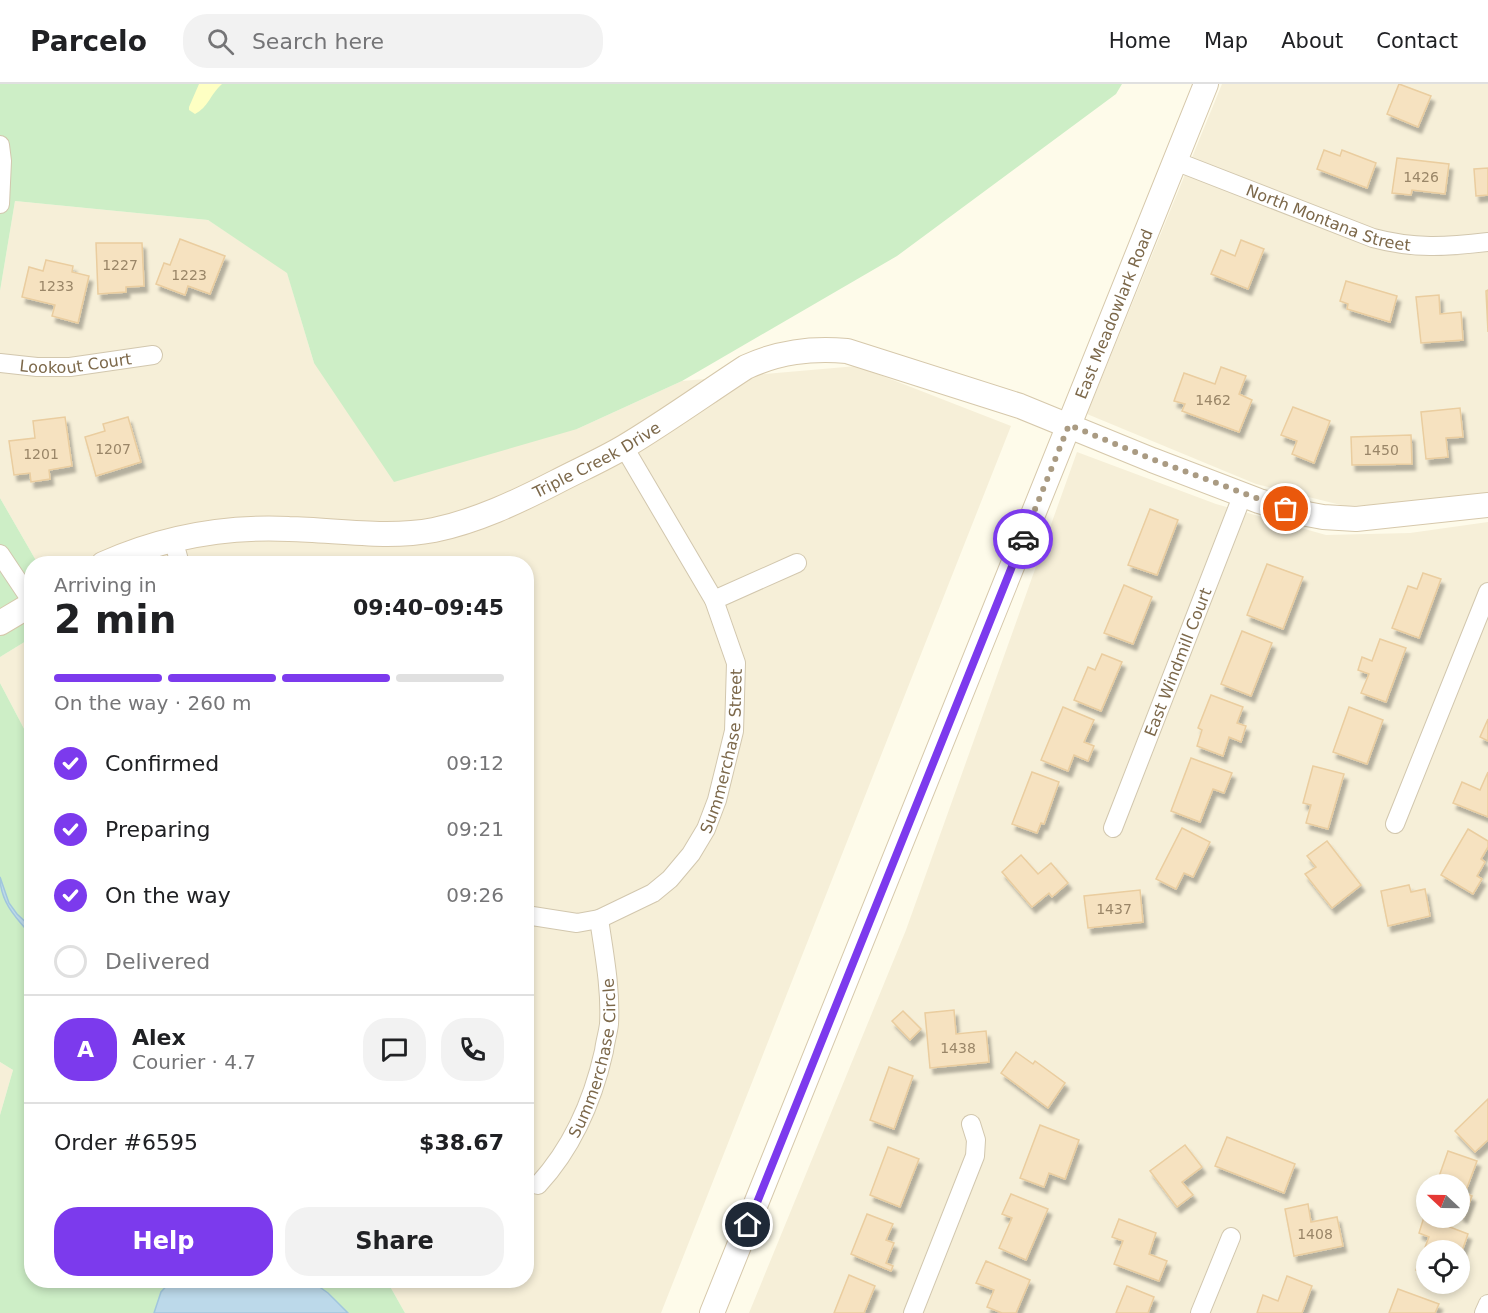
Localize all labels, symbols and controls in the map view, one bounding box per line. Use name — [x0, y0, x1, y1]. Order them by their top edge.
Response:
search box — [183, 14, 603, 68]
text: Parcelo — [30, 25, 147, 58]
icon: search — [204, 25, 237, 58]
text: Search here — [252, 29, 384, 54]
text: Home — [1109, 29, 1171, 53]
text: Map — [1204, 29, 1248, 53]
text: About — [1281, 29, 1343, 53]
text: Contact — [1376, 29, 1458, 53]
house number: 1426 — [1403, 169, 1439, 185]
street label: North Montana Street — [1244, 180, 1412, 254]
street label: East Meadowlark Road — [1071, 226, 1156, 401]
house number: 1227 — [102, 257, 138, 273]
house number: 1223 — [171, 267, 207, 283]
house number: 1233 — [38, 278, 74, 294]
street label: Lookout Court — [19, 349, 133, 377]
house number: 1462 — [1195, 392, 1231, 408]
street label: Triple Creek Drive — [529, 417, 664, 502]
house number: 1207 — [95, 441, 131, 457]
house number: 1450 — [1363, 442, 1399, 458]
house number: 1201 — [23, 446, 59, 462]
pin — [1260, 483, 1311, 534]
icon: bag — [1269, 492, 1302, 525]
courier — [993, 509, 1053, 569]
icon: car — [1007, 523, 1040, 556]
text: Arriving in — [54, 573, 157, 597]
street label: East Windmill Court — [1140, 585, 1215, 739]
text: 09:40–09:45 — [353, 595, 504, 620]
text: 2 min — [54, 597, 176, 642]
street label: Summerchase Street — [696, 668, 745, 836]
text: On the way · 260 m — [54, 691, 252, 715]
icon: check — [54, 747, 87, 780]
text: Confirmed — [105, 751, 219, 776]
text: 09:12 — [446, 751, 504, 775]
icon: check — [54, 813, 87, 846]
text: Preparing — [105, 817, 211, 842]
text: 09:21 — [446, 817, 504, 841]
icon: check — [54, 879, 87, 912]
text: On the way — [105, 883, 231, 908]
text: 09:26 — [446, 883, 504, 907]
house number: 1437 — [1096, 901, 1132, 917]
text: Delivered — [105, 949, 210, 974]
street label: Summerchase Circle — [564, 977, 619, 1141]
button: chat — [363, 1018, 426, 1081]
button: phone — [441, 1018, 504, 1081]
text: Alex — [132, 1025, 186, 1050]
text: A — [77, 1037, 94, 1062]
house number: 1438 — [940, 1040, 976, 1056]
text: Courier · 4.7 — [132, 1050, 256, 1074]
text: Order #6595 — [54, 1130, 198, 1155]
text: $38.67 — [419, 1130, 504, 1155]
north arrow — [1416, 1174, 1470, 1228]
map controls — [1416, 1174, 1470, 1294]
pin — [722, 1199, 773, 1250]
button: Help — [54, 1207, 273, 1276]
button: Share — [285, 1207, 504, 1276]
icon: home — [731, 1208, 764, 1241]
house number: 1408 — [1297, 1226, 1333, 1242]
button: locate — [1416, 1240, 1470, 1294]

====

#### What you should do:
Each line in the records above with "Summerchase" must be returned.

#### Exercise result:
street label: Summerchase Street — [696, 668, 745, 836]
street label: Summerchase Circle — [564, 977, 619, 1141]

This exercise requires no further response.